AOL buys Huffington Web site for $315M

2/8/2011
REUTERS

NEW YORK -- AOL Inc. will buy Arianna Huffington's influential Web site for $315 million, looking to the high-profile liberal pundit to rescue it from the dustbin of Internet history.

The move, announced yesterday, comes at a hefty premium. AOL is estimated to be paying 32 times earnings before interest, taxes, depreciation, and amortization for the Huffington Post, Benchmark Co. analyst Clayton Moran said.

Similar content deals, such as Hellman & Friedman's acquisition of Internet Brands in September, typically go for eight to 12 times earnings, said Mr. Moran.

"AOL just spent 40 percent of their cash for very little near-term return," he said.

AOL expects Huffington Post to generate about $10 million in profit before interest and taxes and to have savings of about $20 million, meaning it would be valued at about 10 times 2011 profits.

Since the unraveling of its $350 billion merger with Time Warner Inc. in 2000, the Internet firm's name is still a proxy for expensive mergers gone wrong. Once worth $163 billion, AOL has a market capitalization of around $2.3 billion.

AOL's management was eager to point out that buying Huffington Post will bring financial benefits.

"One plus one will equal 11," AOL Chief Executive Officer Tim Armstrong told the New York Times.

Steve Case, the AOL executive who led the ill-fated Time Warner merger, said on his Twitter account: "Really? That wasn't my experience." He later sent another tweet saying he was teasing Mr. Armstrong.

Speaking to analysts on a conference call, Ms. Huffington said, "I want to stay forever, I want this to be my last act."

The deal also sees the return to AOL of Huffington Post's other co-founder, lead investor, and chairman Ken Lerer. He had been an executive vice president of AOL Time Warner.

Huffington Post had been shopped around to other media companies as its backers had sought an exit.

Former NBC Universal CEO Jeff Zucker said at Harvard University yesterday that his company had considered buying the site. "We tried for the last 18 months at NBC to buy the Huffington Post; we could never agree on price is why it never got done," Mr. Zucker said.

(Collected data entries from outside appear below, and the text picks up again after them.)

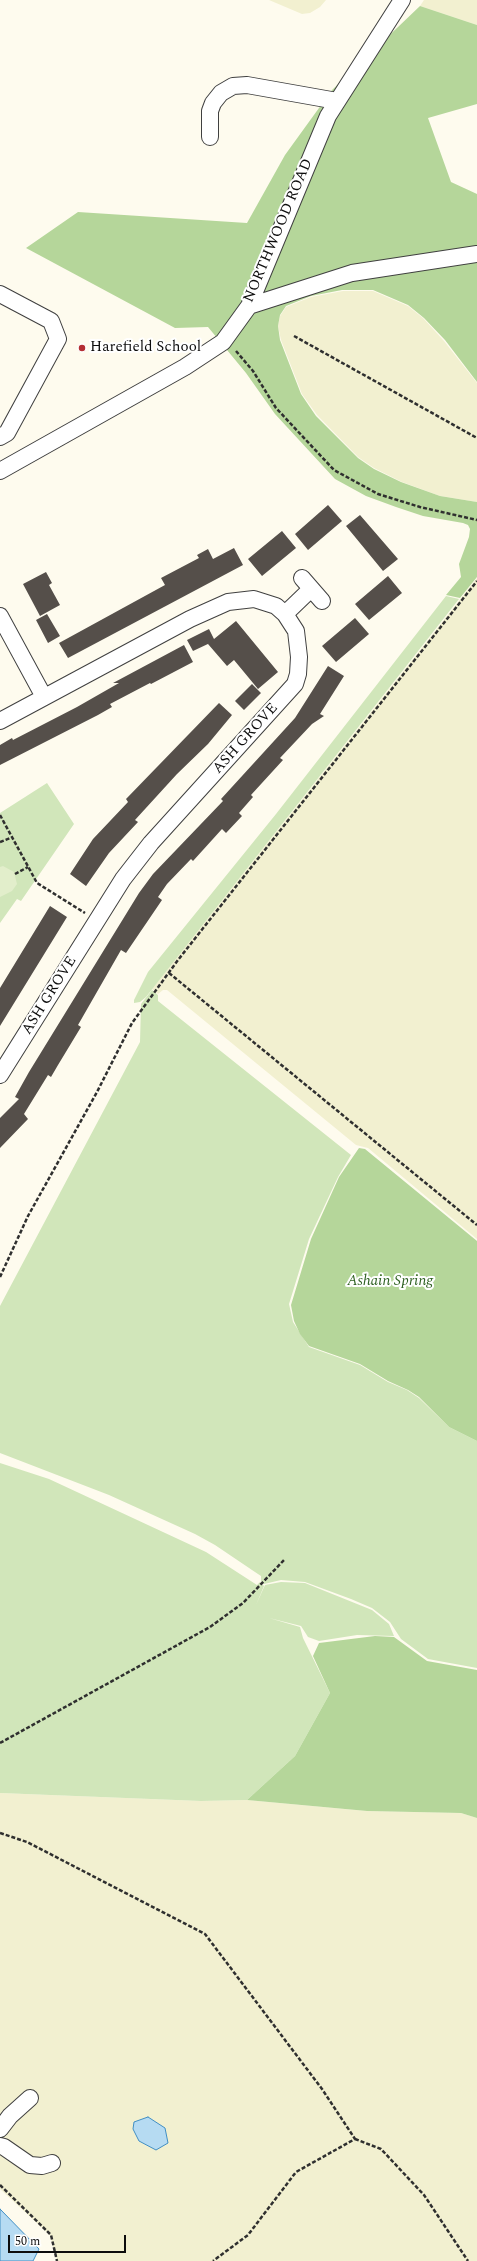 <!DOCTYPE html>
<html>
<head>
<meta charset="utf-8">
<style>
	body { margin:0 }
	#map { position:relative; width:477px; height:2261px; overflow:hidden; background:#fefbee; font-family:Spectral,serif }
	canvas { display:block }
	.scale { position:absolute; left:8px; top:2235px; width:118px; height:18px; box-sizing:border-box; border:2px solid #0d0d0d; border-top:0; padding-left:5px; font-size:12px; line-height:14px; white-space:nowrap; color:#0d0d0d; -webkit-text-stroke:3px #fff; paint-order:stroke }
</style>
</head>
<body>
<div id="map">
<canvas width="477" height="2261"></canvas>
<div class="scale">50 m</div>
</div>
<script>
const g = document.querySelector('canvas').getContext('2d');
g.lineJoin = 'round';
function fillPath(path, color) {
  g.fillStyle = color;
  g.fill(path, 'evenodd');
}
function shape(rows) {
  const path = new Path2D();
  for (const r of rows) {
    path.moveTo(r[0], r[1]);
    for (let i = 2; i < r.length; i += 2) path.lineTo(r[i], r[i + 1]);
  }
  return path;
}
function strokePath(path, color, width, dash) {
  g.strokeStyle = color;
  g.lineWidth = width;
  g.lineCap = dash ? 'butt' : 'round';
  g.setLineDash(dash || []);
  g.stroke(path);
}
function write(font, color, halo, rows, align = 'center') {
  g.font = font + ' Spectral,serif';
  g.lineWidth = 4;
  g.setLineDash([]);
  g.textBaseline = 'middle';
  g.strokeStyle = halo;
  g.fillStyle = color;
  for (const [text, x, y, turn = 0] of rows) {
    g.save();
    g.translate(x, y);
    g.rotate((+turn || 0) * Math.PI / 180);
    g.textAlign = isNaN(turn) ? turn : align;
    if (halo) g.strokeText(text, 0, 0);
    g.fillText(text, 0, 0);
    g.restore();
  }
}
fillPath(shape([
	[269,0,326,0,320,7,310,13,302,14],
	[424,0,477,0,477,25,420,6],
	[343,291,373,291,408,306,423,318,444,341,477,383,477,502,440,496,402,482,374,468,358,457,317,415,302,394,281,340,278,326,280,316,286,307,311,297],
	[477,578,477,1239,368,1148,356,1145,167,990,163,990,158,994,152,989],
	[0,1793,201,1801,247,1800,367,1811,461,1813,477,1818,477,2261,57,2261,50,2235,0,2189]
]), '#f2f0d0');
fillPath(shape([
	[446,596,459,599,146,997,140,1002,134,1003,134,1000,148,972,276,814],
	[47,783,74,824,21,901,17,899,0,923,0,813],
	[152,990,158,995,158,1001,351,1155,338,1177,309,1239,289,1304,293,1322,309,1347,360,1365,388,1382,407,1390,419,1398,449,1427,477,1441,477,1668,428,1659,401,1639,390,1622,372,1608,351,1599,305,1582,281,1580,264,1584,261,1581,261,1576,252,1570,215,1545,195,1534,109,1495,0,1453,0,1306,140,1042,141,1004],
	[0,1463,49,1479,206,1552,257,1585,260,1582,264,1586,256,1605,265,1585,281,1582,305,1583,372,1610,389,1624,394,1636,357,1635,319,1641,308,1637,301,1626,269,1618,300,1627,303,1638,330,1693,295,1756,247,1800,201,1801,0,1793]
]), '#d1e6ba');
fillPath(shape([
	[420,6,477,25,477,104,428,118,451,182,477,194,477,382,445,340,424,318,408,305,373,290,342,290,311,296,286,306,280,315,278,326,280,340,301,394,316,416,358,458,374,469,401,482,440,496,477,502,477,577,460,598,446,595,461,577,459,564,469,537,470,529,468,525,463,523,423,516,396,507,366,496,335,479,275,414,246,373,208,327,175,328,26,248,78,212,247,223,285,155,332,90],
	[359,1148,365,1149,477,1241,477,1441,449,1427,419,1397,408,1390,388,1381,360,1364,309,1346,300,1334,294,1321,291,1305,311,1239,339,1177],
	[375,1636,394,1637,427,1661,477,1670,477,1818,461,1813,367,1811,247,1800,295,1756,330,1693,313,1656,319,1643]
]), '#b5d69a');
fillPath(shape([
	[3,866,14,872,17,884,12,891,0,897,0,867]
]), '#e2eecb');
const water = shape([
	[148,2117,165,2128,168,2143,156,2150,139,2141,133,2129,134,2122,148,2117],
	[0,2209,39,2249,33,2261,0,2261,0,2209]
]);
fillPath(water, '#b6dbf2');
strokePath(water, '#428fc4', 1);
fillPath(shape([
	[328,505,342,521,308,550,295,534],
	[360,515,398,559,383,571,346,526],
	[282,531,296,548,262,576,248,559],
	[234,548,243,565,68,658,59,643,165,585,161,578,199,558,197,555,208,549,213,559],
	[46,572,52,583,49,585,60,605,40,616,23,584],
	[388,576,402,593,369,620,355,604],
	[47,614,60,636,48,643,36,620],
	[355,618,369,634,336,662,322,646],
	[236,621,278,672,258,689,234,660,227,666,208,644,210,643,193,651,187,640,209,629,214,639],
	[184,645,193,662,151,684,150,683,110,704,112,707,98,715,0,765,0,745,12,738,13,740,77,707,119,683,113,683],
	[328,666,344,676,320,714,324,716,312,724,280,758,283,760,251,795,253,797,239,813,242,816,226,833,222,829,193,861,191,859,167,884,158,897,162,900,126,953,121,950,78,1025,81,1027,58,1065,51,1077,48,1075,24,1114,28,1119,0,1148,0,1118,19,1099,15,1097,29,1072,139,893,153,874,223,801,221,799,295,718],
	[252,684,261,693,244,710,235,701],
	[219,703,232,715,208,744,177,774,135,820,138,822,109,853,86,886,70,874,93,839,128,802,126,799],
	[50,906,67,917,0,1026,0,988]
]), '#554f4a');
const minor = shape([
	[210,137,210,111,213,103,221,93,233,86,247,85,337,101],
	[0,294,51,321,58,339,7,433,0,437],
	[249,306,352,273,477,254],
	[0,471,185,367,223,342,249,306,328,116,402,0],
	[302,578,322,601],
	[285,614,311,589],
	[0,616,44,697],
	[0,721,190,619,228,602,254,599,276,606,285,614,296,631,299,657,298,674,295,684,151,843,123,879,0,1075],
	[0,2129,10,2116,30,2098],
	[0,2146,4,2147,30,2165,42,2166,52,2163]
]);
strokePath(minor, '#404040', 18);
strokePath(shape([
	[294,336,477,438],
	[236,351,253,371,276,408,334,470,378,494,420,507,477,520],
	[0,815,37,883,85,913],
	[0,842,13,837],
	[15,874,28,867],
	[169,973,477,1225],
	[0,1277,28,1216,97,1092,132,1023,178,960,477,581],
	[0,1743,210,1627,243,1603,285,1559],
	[0,1833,27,1842,205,1934,322,2089,355,2139,296,2172,248,2235,213,2261],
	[355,2139,381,2149,424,2195,468,2261],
	[0,2185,51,2235,57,2261]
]), '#2f2f2f', 2.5, [4, 2]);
strokePath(minor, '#fff', 16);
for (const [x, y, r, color] of [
	[82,348,4,"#b42e33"]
]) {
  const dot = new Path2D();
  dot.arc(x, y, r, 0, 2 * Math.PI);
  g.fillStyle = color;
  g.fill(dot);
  strokePath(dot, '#fff', 1.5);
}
write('15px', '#0d0d0d', '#fff', [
	["NORTHWOOD ROAD",279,231,-67],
	["ASH GROVE",246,739,-48],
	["ASH GROVE",50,996,-58]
]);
write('15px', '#0d0d0d', '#fff', [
	["Harefield School",90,348]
], 'left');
write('italic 15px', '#2e6122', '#fff', [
	["Ashain Spring",390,1282]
]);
</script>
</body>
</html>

The acquisition of Huffington Post is the latest move by Armstrong to rescue AOL's dial-up Internet access business by turning it into a media and entertainment destination. AOL suffered sharp declines in advertising sales and dial-up subscriptions in the fourth quarter of 2010, driving overall revenue down 26 percent. .

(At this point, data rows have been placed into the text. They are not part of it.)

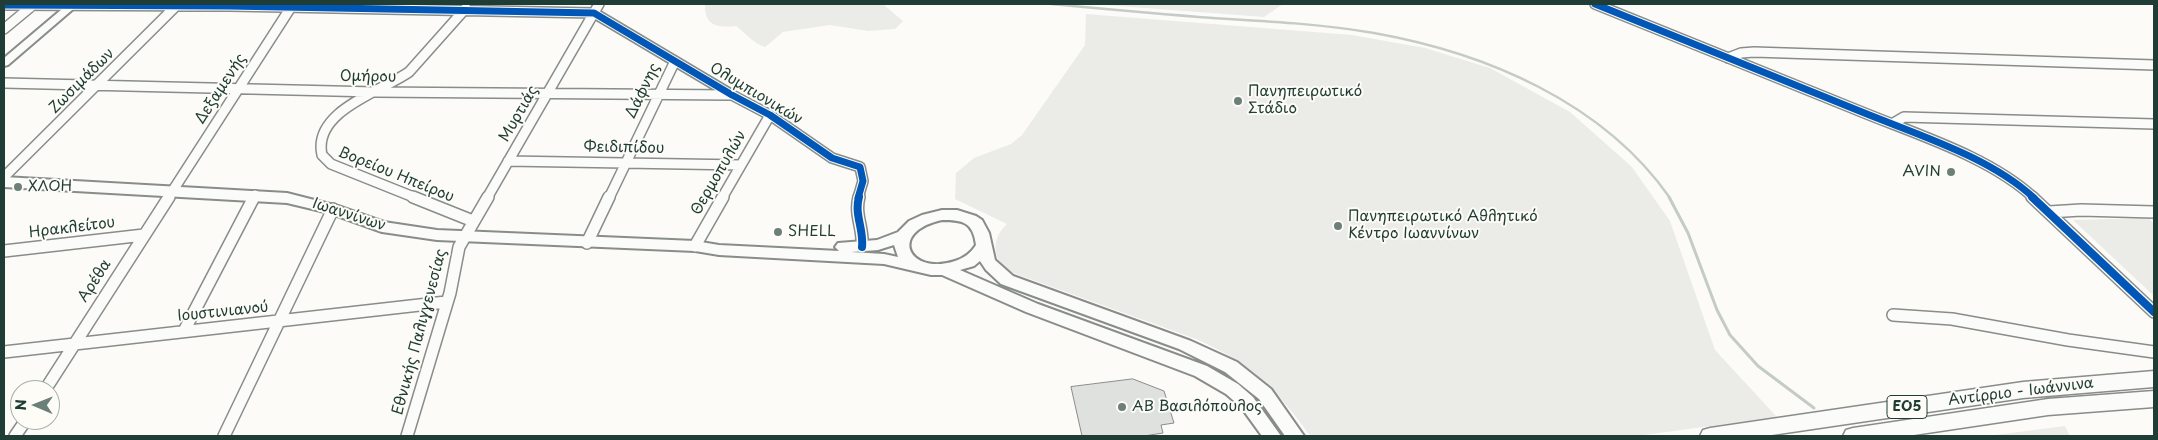 <!DOCTYPE html>
<meta charset="utf-8">
<style>
body{margin:0}
#map{position:relative;width:2158px;height:440px;overflow:hidden;background:#fcfbf8;font-family:"Playpen Sans",sans-serif}
canvas{display:block}
.frame{position:absolute;inset:0;border:5px solid #1f3d34;pointer-events:none}
.north{position:absolute;left:10px;top:380px;width:50px;height:50px;box-sizing:border-box;background:#fdfcf7;border:1px solid #a4b0a9;border-radius:50%;rotate:271deg;font-size:14px;font-weight:700;line-height:20px;text-align:center;color:#1f3d34}
.north::after{content:'';display:block;margin:auto;width:18px;height:22px;background:#6c8079;clip-path:polygon(50% 0,100% 100%,50% 72%,0 100%)}
</style>
<div id="map">
<canvas width="2158" height="440"></canvas>
<div class="frame"></div>
<div class="north">N</div>
</div>
<script>
const ctx = document.querySelector('canvas').getContext('2d');
ctx.lineJoin = 'round';
function paint(path, color) { ctx.fillStyle = color; ctx.fill(path, 'evenodd'); }
function stroke(path, color, width, dash) { ctx.strokeStyle = color; ctx.lineWidth = width; ctx.lineCap = dash ? 'butt' : 'round'; ctx.setLineDash(dash || []); ctx.stroke(path); }
function label(font, color, halo, rows, align = 'center') {
  ctx.font = font + ' "Playpen Sans",sans-serif'; ctx.lineWidth = 4; ctx.setLineDash([]); ctx.textBaseline = 'middle'; ctx.strokeStyle = halo; ctx.fillStyle = color; for (const [text, x, y, turn = 0] of rows) {
    ctx.save(); ctx.translate(x, y); ctx.rotate((+turn || 0) * Math.PI / 180); ctx.textAlign = isNaN(turn) ? turn : align; if (halo) ctx.strokeText(text, 0, 0); ctx.fillText(text, 0, 0); ctx.restore();
  }
}
paint(new Path2D(`
 M705 4H883L903 21 895 29 868 31 830 25 783 32 765 47C753 43 746 34 736 26 718 28 704 26 705 4Z
 M1092 4H1283L1264 17Z
 M1086 14 1352 35 1425 48 1490 68 1570 112 1632 167 1670 221 1715 350 1777 417 1637 436H1310C1279 391 1247 361 1196 339L1008 271C991 257 992 238 1007 224L955 199 956 173 974 158 1011 144 1022 135 1085 45Z
 M2149 218 2154 224V296L2073 220Z
 M2065 426 2070 436H1987Z`), '#ebece8');
stroke(new Path2D(`
 M1051 4C1105 9 1159 14 1213 18 1266 21 1321 24 1374 33 1486 53 1603 102 1670 198`), '#c5ccc6', 2.5);
stroke(new Path2D(`
 M1669 197 1688 233 1717 310 1730 335 1758 366 1814 408`), '#c5ccc6', 3);
const building = new Path2D(`
 M1133 379 1164 391 1174 423 1161 425 1163 433 1144 436H1082L1071 387Z`);
paint(building, '#dfe1de');
stroke(building, '#888d8a', 1);
const minorFar1 = new Path2D(`
 M1595 4C1684 40 1773 76 1862 112 1918 135 1990 157 2034 198
 M4 5 230 6 594 13 732 95 770 115 832 158 860 167 863 181 858 198
 M4 29 33 5
 M1728 58 1741 53 1754 52 2154 65
 M4 83 375 92 730 95
 M1892 124 1904 117 2154 124
 M508 161 741 165
 M4 177 178 4
 M168 198 293 4
 M253 198 255 195
 M416 198 331 164 322 155C312 111 382 91 409 72L466 8
 M487 198 599 4
 M609 198 675 61
 M722 198 770 115`);
const minor = new Path2D(`
 M413 197 473 221
 M859 197C854 215 864 229 862 247
 M2032 197 2154 312
 M2049 212 2081 210 2154 212
 M587 243 609 197
 M695 246 723 197
 M4 251 144 235
 M1893 315 1952 319 2068 340 2154 352
 M184 331 254 197
 M4 352 446 302
 M45 390 169 197
 M15 436 26 420
 M224 436 333 209
 M407 436 450 293 459 247 488 197`);
const tertiary = new Path2D(`
 M68 4H79L8 65 4 66V58Z`);
const secondary = new Path2D(`
 M4 177 287 193 338 206 384 222 437 230 695 241 719 245 839 251 835 247 838 243 877 240 898 232 909 221 922 215 942 210H957L976 216 982 220 989 233 995 260 1013 276 1191 341 1237 362 1271 389 1304 436H1285L1259 399 1225 372 1179 349 1001 284 986 270 980 261 974 266 960 270 1038 304 1207 366 1238 384 1253 397 1281 436H1262L1241 407 1226 394 1195 376 1026 312 942 275H931L884 264 719 255 695 251 437 240 382 232 329 213 287 203 4 187ZM942 220C963 220 973 222 976 245 971 253 964 258 955 261 909 276 887 232 942 220ZM894 245 898 257 884 254 851 252 878 250Z`);
const trunk = new Path2D(`
 M2154 371V387L2023 398 1765 436H1700L1703 430 1710 428 2023 382Z
 M2154 391V407L2048 415 1907 436H1843L1846 430 1853 428 2048 399Z`);
stroke(minorFar1, '#888d8a', 12);
stroke(minor, '#888d8a', 14);
stroke(tertiary, '#888d8a', 4);
stroke(secondary, '#888d8a', 4);
stroke(trunk, '#888d8a', 3);
stroke(minorFar1, '#fbfbf9', 9);
stroke(minor, '#fbfbf9', 11);
paint(tertiary, '#fbfbf9');
paint(secondary, '#fbfbf9');
paint(trunk, '#fbfbf9');
stroke(new Path2D(`
 M1595 4C1684 40 1773 76 1862 112 1918 135 1990 157 2034 198
 M4 5 230 6 594 13 732 95 770 115 832 158 860 167 863 181 858 198`), '#0057b8', 7);
stroke(new Path2D(`
 M859 197C854 215 864 229 862 247
 M2032 197 2154 312`), '#0057b8', 8);
for (const [x, y, r, color] of [
 [1238,101,5,"#6c8079"],
 [1951,172,5,"#6c8079"],
 [18,187,5,"#6c8079"],
 [1338,226,5,"#6c8079"],
 [778,232,5,"#6c8079"],
 [1122,407,5,"#6c8079"]
]) { const dot = new Path2D(); dot.arc(x, y, r, 0, 2 * Math.PI); ctx.fillStyle = color; ctx.fill(dot); stroke(dot, '#fdfcf7', 2); }
for (const [x, y, w] of [
 [1907,407,40]
]) { const box = new Path2D(); box.roundRect(x - w / 2, y - 11.5, w, 23, 4); ctx.fillStyle = '#fdfcf7'; ctx.fill(box); stroke(box, '#1f3d34', 1); }
label('bold 14px', '#1f3d34', null, [
 ["ΕΟ5",1907,407]
]);
label('15px', '#1f3d34', '#fdfcf7', [
 ["Ομήρου",368,77,1],
 ["Ζωσιμάδων",82,81,-45],
 ["Δεξαμενής",221,89,-57],
 ["Δάφνης",643,91,-64],
 ["Ολυμπιονικών",756,94,31],
 ["Μυρτιάς",519,114,-60],
 ["Φειδιπίδου",624,148,1],
 ["Θερμοπυλών",719,173,-60],
 ["Βορείου Ηπείρου",396,175,22],
 ["Ιωαννίνων",349,215,18],
 ["Ηρακλείτου",72,228,-7],
 ["Αρέθα",95,281,-57],
 ["Ιουστινιανού",223,312,-6],
 ["Εθνικής Παλιγγενεσίας",420,332,-75],
 ["Αντίρριο - Ιωάννινα",2021,392,-7]
]);
label('15px', '#1f3d34', '#fdfcf7', [
 ["Πανηπειρωτικό",1248,92],
 ["Στάδιο",1248,109],
 ["AVIN",1941,172,"right"],
 ["ΧΛΟΗ",28,187],
 ["Πανηπειρωτικό Αθλητικό",1348,217],
 ["Κέντρο Ιωαννίνων",1348,234],
 ["SHELL",788,232],
 ["ΑΒ Βασιλόπουλος",1132,407]
], 'left');
</script>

About $300 million will be paid in cash in the purchase, which has been approved by the boards of directors of both companies and shareholders of The Huffington Post, though it is subject to government approvals, AOL said.

The Huffington Post is expected to generate more than $50 million in revenue for 2011 and at a $100 million run-rate for the next 12 months, with margins at about 30 percent, according to prepared remarks by AOL Chief Financial Officer Arthur Minson.

AOL is expected to incur abut $30 million in cash restructuring charges from the deal, which is expected to be closed in the late first, or early second, quarter of 2011.

AOL executives said they forecast operating profit growth by 2013, in part because of the acquisition.

The Huffington Post, started in 2005, has grown into one of the most heavily visited news Web sites in the United States.

"My New Year's resolution for 2011 was to take HuffPost to the next level -- not just incrementally, but exponentially," Ms. Huffington said in her blog.